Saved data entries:
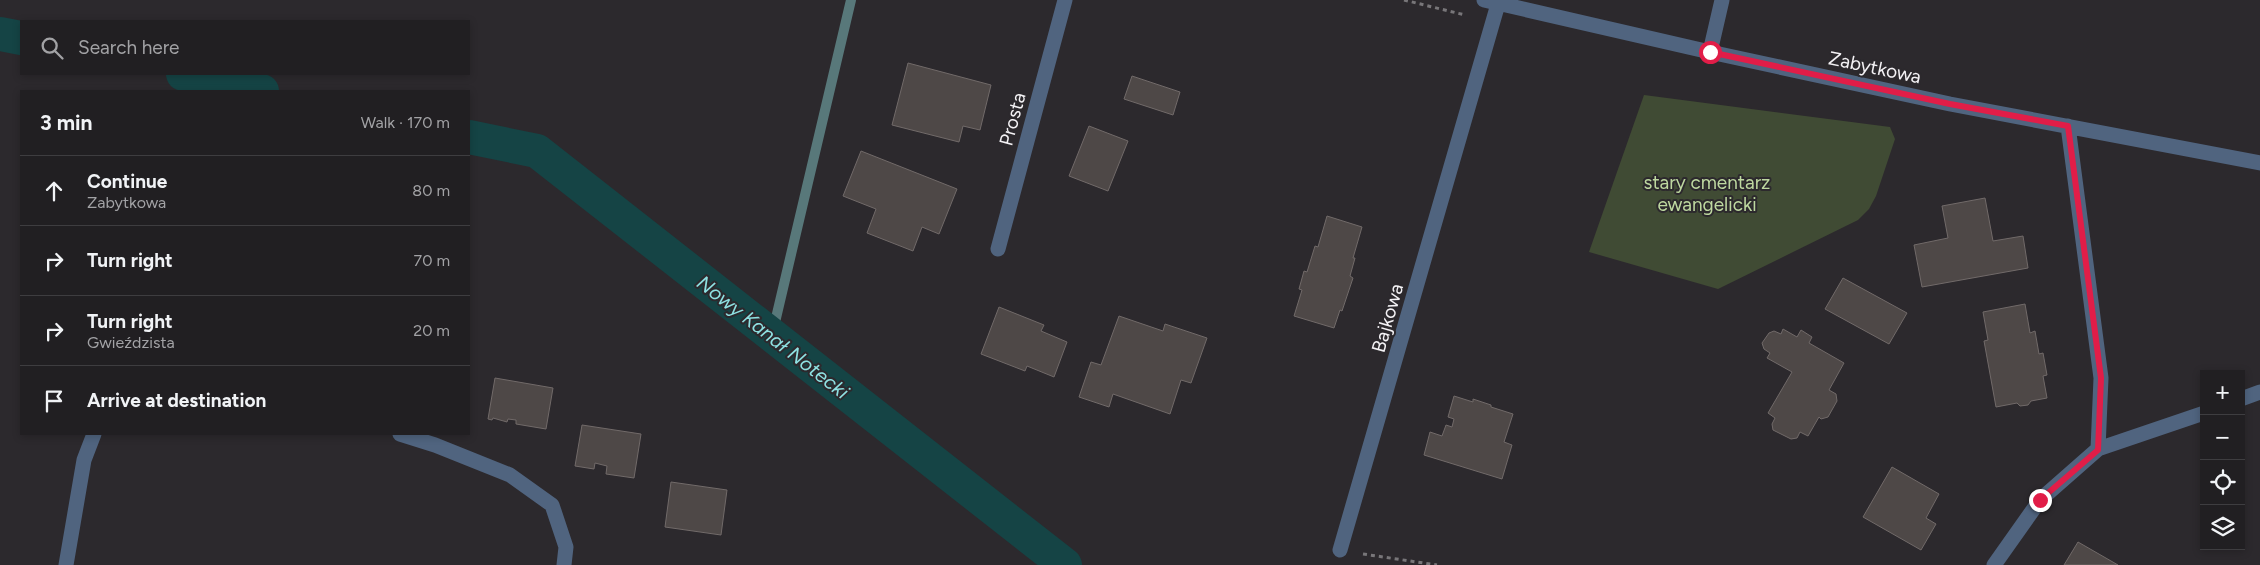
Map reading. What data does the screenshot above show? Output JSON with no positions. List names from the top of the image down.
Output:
{
  "streets": {
    "street": ["Zabytkowa", "Prosta", "Bajkowa"]
  },
  "crossings": [
    ["Zabytkowa", "Bajkowa"]
  ],
  "water": ["Nowy Kanał Notecki"],
  "parks": ["stary cmentarz ewangelicki"],
  "page": {
    "search": "Search here",
    "heading": ["3 min", "Walk · 170 m"],
    "list": [
      ["Continue", "Zabytkowa", "80 m"],
      ["Turn right", "70 m"],
      ["Turn right", "Gwieździsta", "20 m"],
      "Arrive at destination"
    ],
    "map_buttons": ["+", "−"]
  }
}
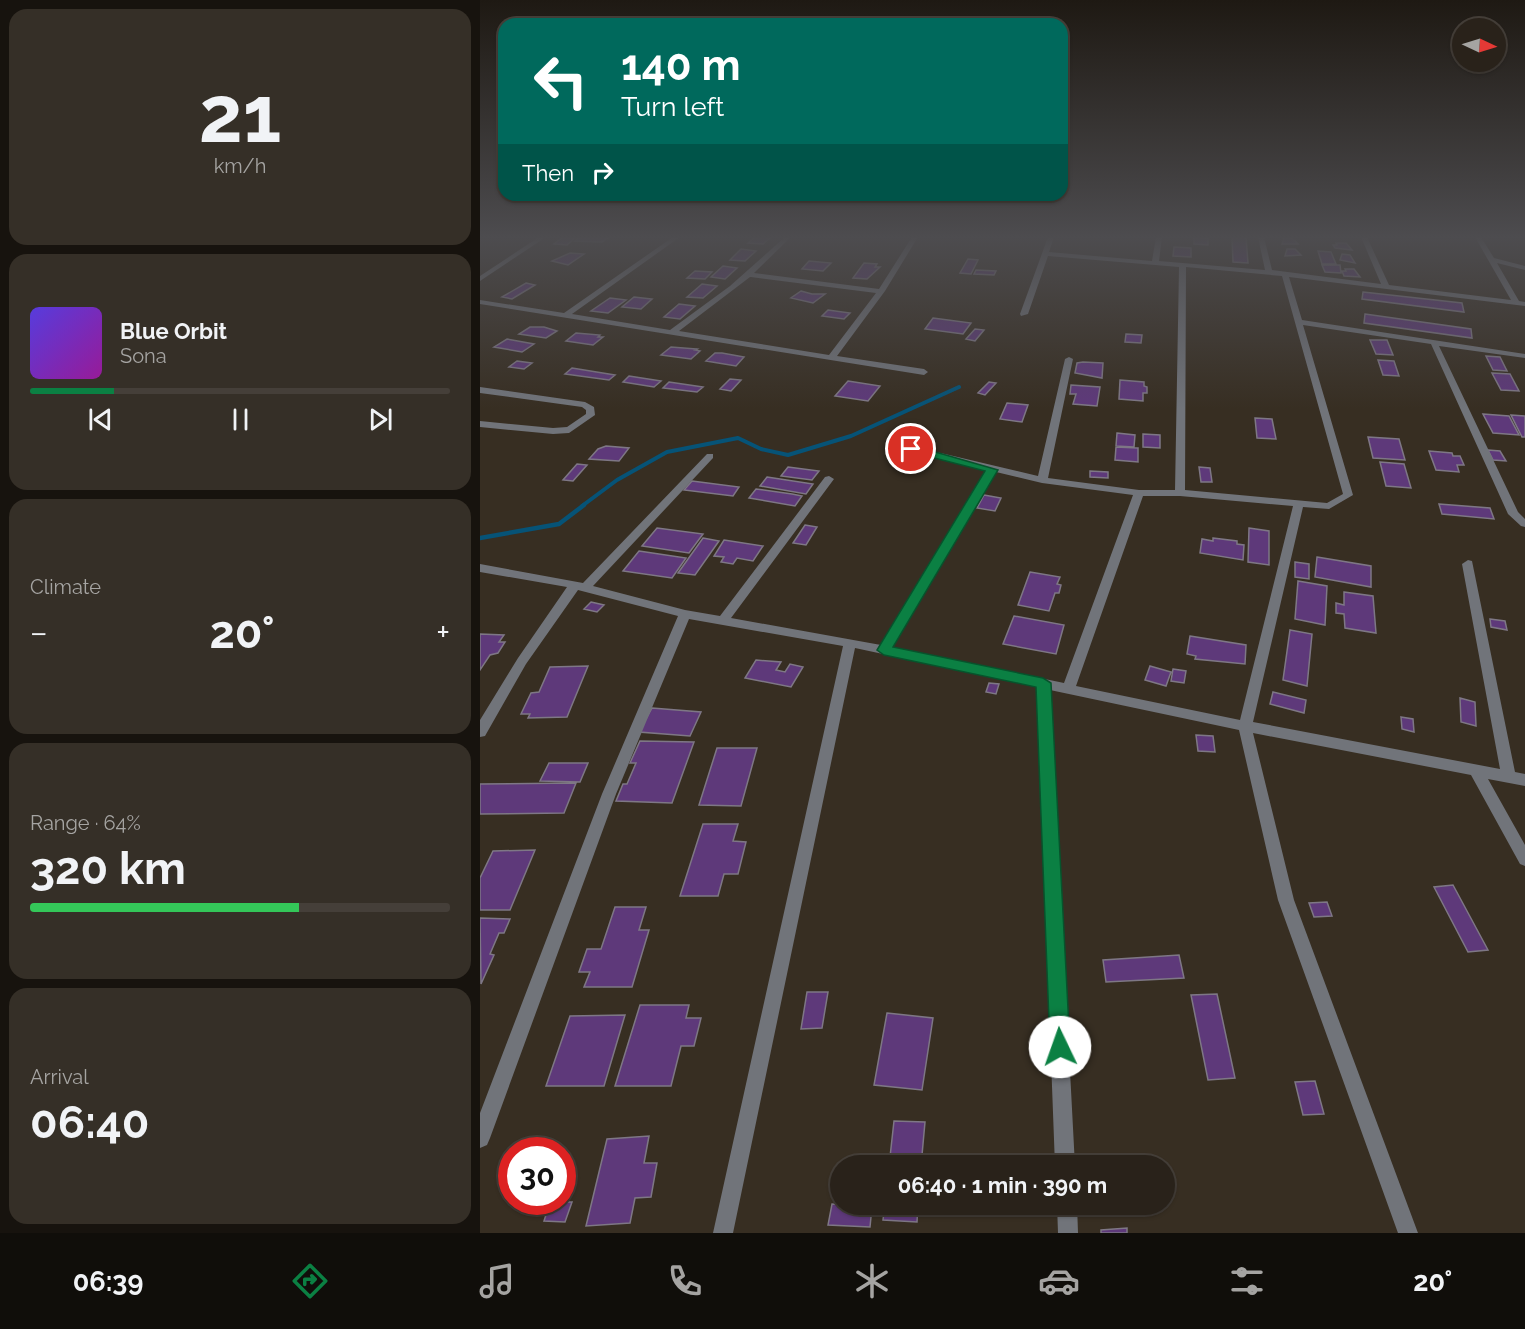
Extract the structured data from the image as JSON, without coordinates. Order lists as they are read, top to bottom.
{
  "north": "right",
  "page": {
    "tile": [
      ["21", "km/h"],
      "Climate",
      ["Range · 64%", "320 km"],
      ["Arrival", "06:40"]
    ],
    "turn": ["140 m", "Turn left"],
    "then": "Then",
    "song": ["Blue Orbit", "Sona"],
    "heat": ["−", "20°", "+"],
    "limit": "30",
    "trip": "06:40 · 1 min · 390 m",
    "tabs": ["06:39", "20°"]
  }
}
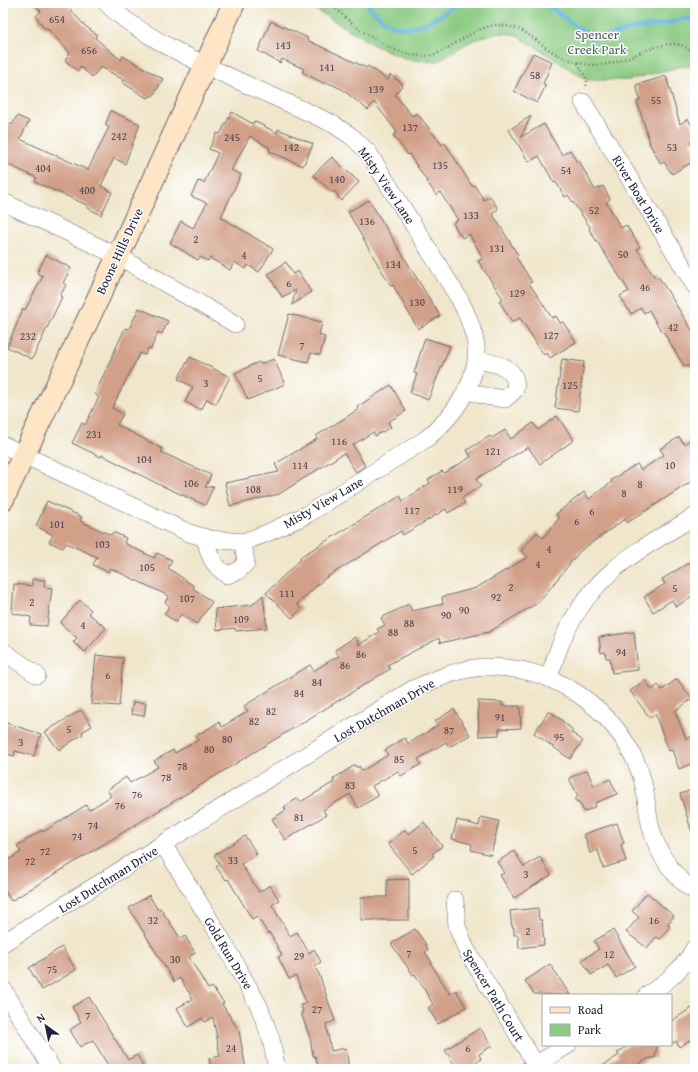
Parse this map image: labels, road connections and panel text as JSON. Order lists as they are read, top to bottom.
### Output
{
  "streets": {
    "street": [
      "Misty View Lane",
      "River Boat Drive",
      "Boone Hills Drive",
      "Lost Dutchman Drive",
      "Gold Run Drive",
      "Spencer Path Court"
    ]
  },
  "crossings": [
    ["Misty View Lane", "Boone Hills Drive"],
    ["Lost Dutchman Drive", "Gold Run Drive"]
  ],
  "parks": ["Spencer Creek Park"],
  "house_numbers": [
    "654",
    "143",
    "656",
    "141",
    "58",
    "139",
    "55",
    "137",
    "242",
    "245",
    "142",
    "53",
    "135",
    "404",
    "54",
    "140",
    "400",
    "52",
    "133",
    "136",
    "2",
    "131",
    "50",
    "4",
    "134",
    "6",
    "46",
    "129",
    "130",
    "42",
    "127",
    "232",
    "7",
    "5",
    "3",
    "125",
    "231",
    "116",
    "121",
    "104",
    "114",
    "10",
    "106",
    "8",
    "108",
    "119",
    "8",
    "117",
    "6",
    "6",
    "101",
    "103",
    "4",
    "4",
    "105",
    "2",
    "5",
    "111",
    "92",
    "107",
    "2",
    "90",
    "90",
    "109",
    "88",
    "4",
    "88",
    "94",
    "86",
    "86",
    "6",
    "84",
    "84",
    "82",
    "91",
    "82",
    "5",
    "87",
    "95",
    "80",
    "3",
    "80",
    "85",
    "78",
    "78",
    "83",
    "76",
    "76",
    "81",
    "74",
    "74",
    "5",
    "72",
    "33",
    "72",
    "3",
    "32",
    "16",
    "2",
    "7",
    "12",
    "29",
    "30",
    "75",
    "27",
    "7",
    "24",
    "6"
  ],
  "legend": ["Road", "Park"],
  "north": "top left"
}
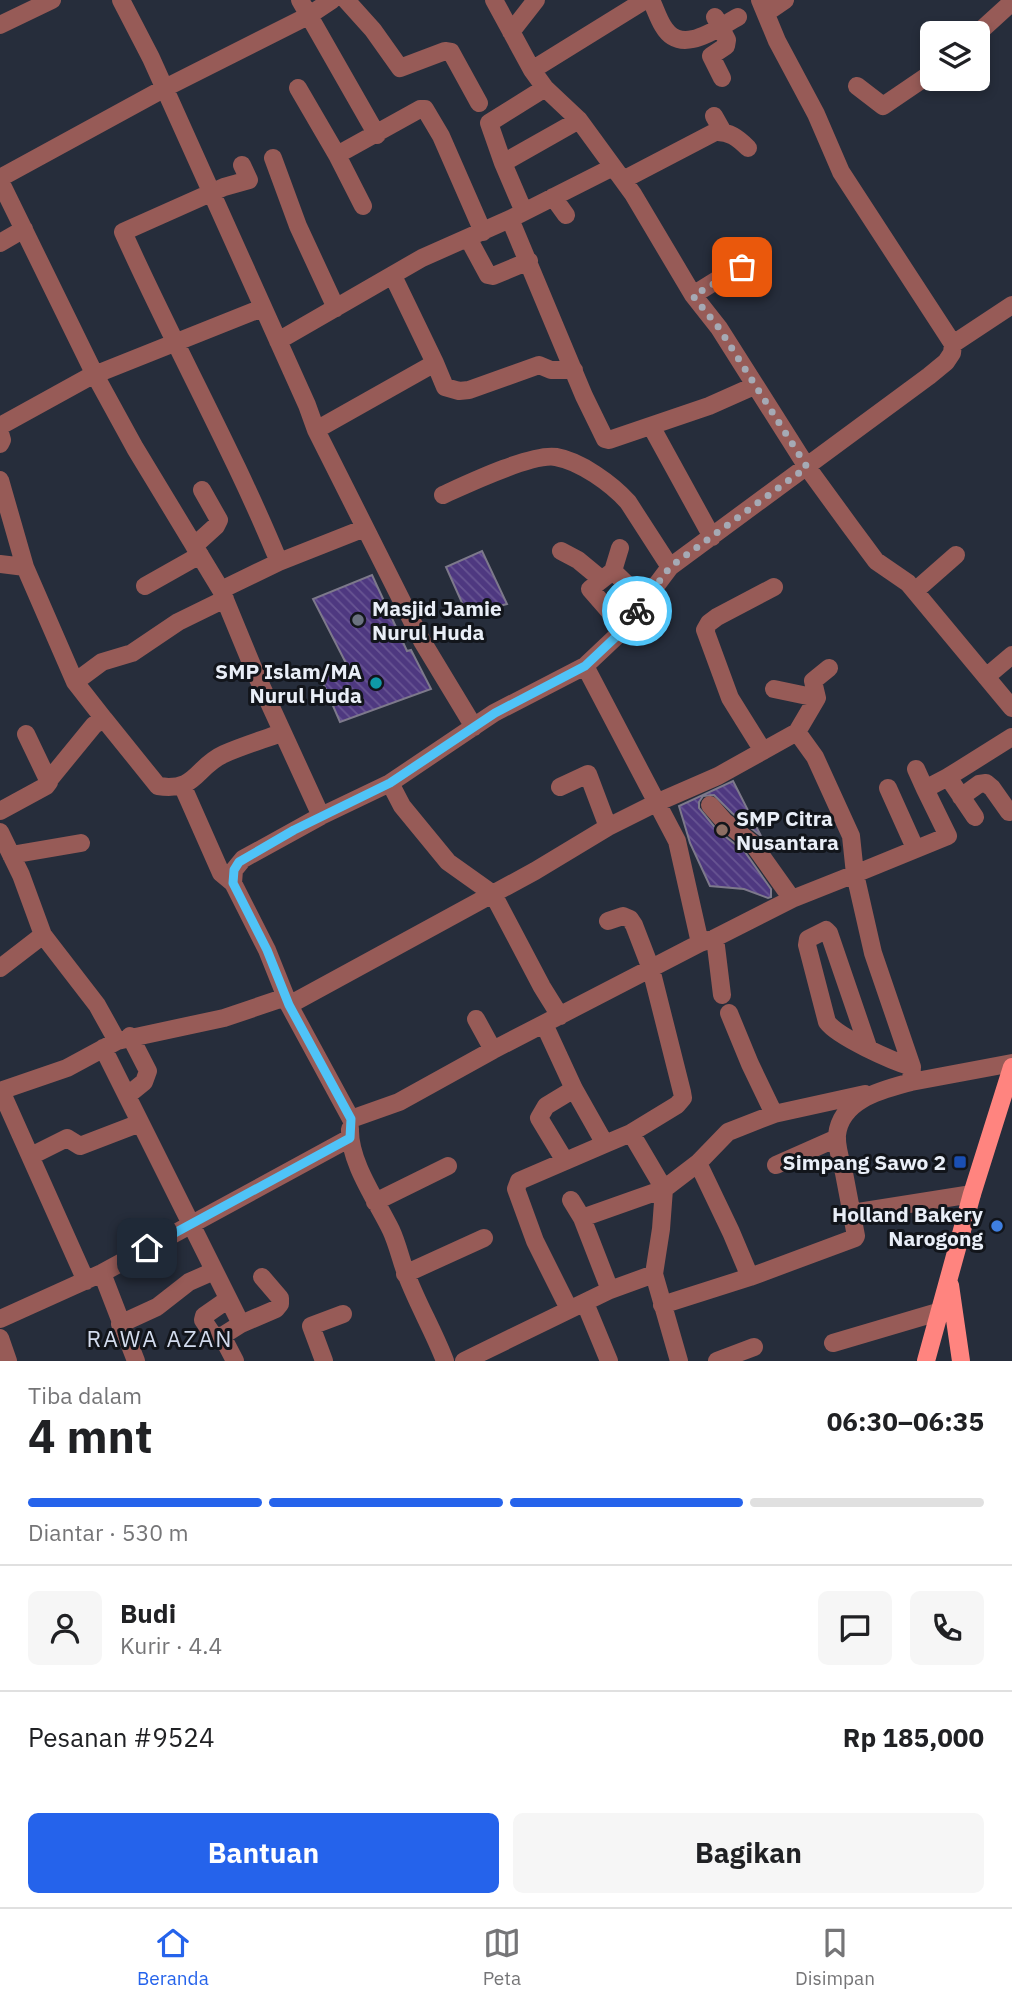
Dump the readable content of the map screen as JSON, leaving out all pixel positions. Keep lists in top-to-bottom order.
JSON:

• Problem to solve:
Which lines of the records above contain the word "positions"? Report each one in full.

• Output below:
Map reading. What data does the screenshot above show? Output JSON with no positions. List names from the top of the image down.
Dump the readable content of the map screen as JSON, leaving out all pixel positions. Keep lists in top-to-bottom order.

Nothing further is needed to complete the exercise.